According to Dr. Mimi Kim, a lead on the project and the co-director of the CAH Comprehensive Care Clinic at CHLA, this discovery unlocks new areas of research that can help us better understand the disease.

Dr. Mimi Kim, associate professor of clinical pediatrics at the Keck School of Medicine of USC, suspected that facial features were affected by this condition. Her objective is to investigate differences in facial morphologic features between patients with CAH and control individuals with the use of machine learning. Based on her work, computer scientists at USC used artificial intelligence (AI) to generate facial models from iPad photos taken by doctors in clinics and then applied AI to analyze these images to distinguish differences between the facial structure of youth affected with CAH versus others without CAH. Although structural brain abnormalities are seen in CAH, little is known about facial morphology.

The paper’s lead author, Wael Abd-Almageed, who is an associate research professor in the USC Viterbi Department of Electrical and Computer Engineering and a Research Team Leader at USC ISI, says this breakthrough “can open up the door to better clinical outcomes and improving quality of life for patients.” He says one can imagine that doctors in the future can use this tool to assess disease progression

Until now, the link between CAH and facial morphology was unexplored, since the effects of CAH on a facial structure are relatively subtle compared to other genetic conditions such as Down Syndrome. Handcrafted features and learned representations were studied for CAH score prediction, and deformation analysis of facial landmarks and regionwise analyses were performed.

According to Dr. Mimi Kim, a lead on the project and the co-director of the CAH Comprehensive Care Clinic at CHLA, this discovery unlocks new areas of research that can help us better understand the disease. Deep networks could be leveraged to detect the influence of hormone abnormalities on the facial features of patients CAH.

The discovery will not be used to identify or diagnose severe forms of CAH, which is screened for nationwide in all newborns. Rather, it opens the door for new clinical applications. The findings suggest that facial morphologic features in patients with CAH are distinct and that deep learning can discover subtle facial features to predict CAH. The team used machine learning to train a computer to recognize individuals with CAH by analyzing an image of their face. The effects of excess androgens in utero can be readily seen in female newborns with CAH as virilized external genitalia.3 Females with CAH also exhibit masculinization of childhood behaviors, including male-typical play preferences, aggression, and altered cognition (eg, spatial ability). This was accomplished by first showing the computer labeled images of faces of individuals both with and without CAH.
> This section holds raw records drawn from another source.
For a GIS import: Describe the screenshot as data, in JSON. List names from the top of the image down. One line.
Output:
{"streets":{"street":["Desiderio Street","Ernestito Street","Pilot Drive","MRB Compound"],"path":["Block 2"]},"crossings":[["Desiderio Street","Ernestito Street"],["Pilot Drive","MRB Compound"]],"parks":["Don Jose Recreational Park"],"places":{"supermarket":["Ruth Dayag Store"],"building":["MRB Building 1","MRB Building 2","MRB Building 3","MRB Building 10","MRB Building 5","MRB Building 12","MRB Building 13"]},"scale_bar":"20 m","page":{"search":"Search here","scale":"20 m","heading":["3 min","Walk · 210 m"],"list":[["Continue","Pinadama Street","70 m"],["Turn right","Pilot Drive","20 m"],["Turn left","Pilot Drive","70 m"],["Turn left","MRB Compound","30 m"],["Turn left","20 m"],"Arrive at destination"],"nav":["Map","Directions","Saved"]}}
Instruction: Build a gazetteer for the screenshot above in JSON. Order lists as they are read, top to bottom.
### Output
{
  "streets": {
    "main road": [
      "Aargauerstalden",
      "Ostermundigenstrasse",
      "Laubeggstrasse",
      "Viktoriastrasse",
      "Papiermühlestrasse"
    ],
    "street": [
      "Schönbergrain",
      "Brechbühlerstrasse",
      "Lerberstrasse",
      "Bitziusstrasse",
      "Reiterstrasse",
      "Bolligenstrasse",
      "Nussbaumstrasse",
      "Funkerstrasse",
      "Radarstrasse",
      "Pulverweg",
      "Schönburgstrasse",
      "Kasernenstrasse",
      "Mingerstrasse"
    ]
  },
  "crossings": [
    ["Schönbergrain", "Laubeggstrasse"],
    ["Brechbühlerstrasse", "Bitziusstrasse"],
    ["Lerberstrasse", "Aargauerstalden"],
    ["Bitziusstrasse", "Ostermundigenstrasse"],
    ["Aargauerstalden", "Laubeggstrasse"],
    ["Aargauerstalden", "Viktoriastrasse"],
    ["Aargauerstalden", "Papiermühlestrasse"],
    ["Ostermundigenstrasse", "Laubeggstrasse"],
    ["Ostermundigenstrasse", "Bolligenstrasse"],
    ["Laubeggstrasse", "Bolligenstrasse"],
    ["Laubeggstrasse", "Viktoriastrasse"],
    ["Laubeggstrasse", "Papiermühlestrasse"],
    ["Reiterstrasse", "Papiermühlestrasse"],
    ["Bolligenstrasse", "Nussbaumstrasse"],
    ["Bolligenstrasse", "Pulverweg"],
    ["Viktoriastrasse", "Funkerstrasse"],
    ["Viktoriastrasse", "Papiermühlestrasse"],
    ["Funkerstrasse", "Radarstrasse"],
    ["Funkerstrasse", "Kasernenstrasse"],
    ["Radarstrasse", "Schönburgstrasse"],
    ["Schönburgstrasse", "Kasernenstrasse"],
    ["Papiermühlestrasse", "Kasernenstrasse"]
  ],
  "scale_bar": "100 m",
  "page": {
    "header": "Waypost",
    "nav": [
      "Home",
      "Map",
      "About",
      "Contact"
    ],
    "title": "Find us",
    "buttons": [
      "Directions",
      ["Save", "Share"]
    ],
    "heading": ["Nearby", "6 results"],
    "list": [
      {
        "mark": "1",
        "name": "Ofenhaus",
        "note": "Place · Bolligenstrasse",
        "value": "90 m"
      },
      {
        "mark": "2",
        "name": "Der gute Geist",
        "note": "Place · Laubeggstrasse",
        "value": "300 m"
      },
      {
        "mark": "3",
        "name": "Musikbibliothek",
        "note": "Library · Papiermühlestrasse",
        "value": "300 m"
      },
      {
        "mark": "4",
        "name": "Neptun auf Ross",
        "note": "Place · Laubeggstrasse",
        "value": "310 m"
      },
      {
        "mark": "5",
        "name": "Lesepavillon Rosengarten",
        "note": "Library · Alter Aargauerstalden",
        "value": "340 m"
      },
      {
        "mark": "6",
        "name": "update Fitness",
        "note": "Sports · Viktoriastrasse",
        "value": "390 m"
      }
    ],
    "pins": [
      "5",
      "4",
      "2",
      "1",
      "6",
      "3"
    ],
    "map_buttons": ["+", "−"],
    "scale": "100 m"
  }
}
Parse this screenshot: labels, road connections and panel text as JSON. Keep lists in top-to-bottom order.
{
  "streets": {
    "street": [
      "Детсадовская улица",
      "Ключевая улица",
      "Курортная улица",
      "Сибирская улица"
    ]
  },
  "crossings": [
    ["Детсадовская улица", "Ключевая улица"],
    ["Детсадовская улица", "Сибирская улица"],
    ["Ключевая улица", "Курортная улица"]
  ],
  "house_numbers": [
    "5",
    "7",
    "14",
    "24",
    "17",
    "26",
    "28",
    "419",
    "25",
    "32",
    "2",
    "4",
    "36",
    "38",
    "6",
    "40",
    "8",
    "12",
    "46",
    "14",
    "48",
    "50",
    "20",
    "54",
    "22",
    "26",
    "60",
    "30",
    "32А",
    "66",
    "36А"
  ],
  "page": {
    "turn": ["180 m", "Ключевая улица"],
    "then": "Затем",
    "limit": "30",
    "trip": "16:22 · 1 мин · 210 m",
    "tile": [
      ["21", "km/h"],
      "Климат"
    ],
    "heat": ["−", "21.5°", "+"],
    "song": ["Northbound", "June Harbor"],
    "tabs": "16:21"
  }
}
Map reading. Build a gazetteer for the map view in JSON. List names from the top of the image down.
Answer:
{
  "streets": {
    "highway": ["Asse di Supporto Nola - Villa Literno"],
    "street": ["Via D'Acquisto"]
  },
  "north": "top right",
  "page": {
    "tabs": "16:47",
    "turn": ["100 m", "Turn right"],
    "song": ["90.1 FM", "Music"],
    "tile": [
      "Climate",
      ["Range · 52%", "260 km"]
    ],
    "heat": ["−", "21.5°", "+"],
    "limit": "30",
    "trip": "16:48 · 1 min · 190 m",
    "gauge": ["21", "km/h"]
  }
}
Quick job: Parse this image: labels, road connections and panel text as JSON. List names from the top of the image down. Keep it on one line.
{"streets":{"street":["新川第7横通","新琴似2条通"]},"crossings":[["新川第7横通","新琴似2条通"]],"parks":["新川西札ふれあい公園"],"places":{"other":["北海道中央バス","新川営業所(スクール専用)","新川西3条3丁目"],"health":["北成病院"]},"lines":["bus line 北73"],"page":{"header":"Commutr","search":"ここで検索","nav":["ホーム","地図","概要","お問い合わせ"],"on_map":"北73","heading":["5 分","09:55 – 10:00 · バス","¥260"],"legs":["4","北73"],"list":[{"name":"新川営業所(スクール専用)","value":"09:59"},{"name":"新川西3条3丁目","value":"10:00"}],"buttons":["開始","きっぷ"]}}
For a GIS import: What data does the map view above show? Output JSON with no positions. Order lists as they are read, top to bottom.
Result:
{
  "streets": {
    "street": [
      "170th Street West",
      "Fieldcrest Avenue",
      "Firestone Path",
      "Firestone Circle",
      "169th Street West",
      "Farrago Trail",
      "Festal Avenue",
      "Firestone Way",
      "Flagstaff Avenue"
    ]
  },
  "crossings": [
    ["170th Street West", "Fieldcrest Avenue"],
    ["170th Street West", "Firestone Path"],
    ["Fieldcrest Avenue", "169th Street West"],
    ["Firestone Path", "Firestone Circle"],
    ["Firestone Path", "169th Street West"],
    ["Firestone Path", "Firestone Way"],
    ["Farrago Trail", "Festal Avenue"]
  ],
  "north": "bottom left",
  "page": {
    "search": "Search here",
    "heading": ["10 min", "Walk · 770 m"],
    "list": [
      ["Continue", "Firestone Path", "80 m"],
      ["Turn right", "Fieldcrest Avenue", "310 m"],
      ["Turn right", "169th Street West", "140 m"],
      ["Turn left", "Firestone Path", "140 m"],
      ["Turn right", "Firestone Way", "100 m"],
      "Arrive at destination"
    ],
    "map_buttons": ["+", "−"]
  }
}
Congenital adrenal hyperplasia is the most common primary adrenal insufficiency in children, with morbidity and mortality related to life-threatening adrenal crises. Ultimately, understanding the distinct facial features that accompany CAH is an important step towards learning more about other issues associated with the condition, such as hormonal imbalances that begin in early pregnancy, and improving treatment,” said Mirzaalian. Deep learning has revolutionized facial analysis problems, such as age estimation, emotion recognition, and person verification.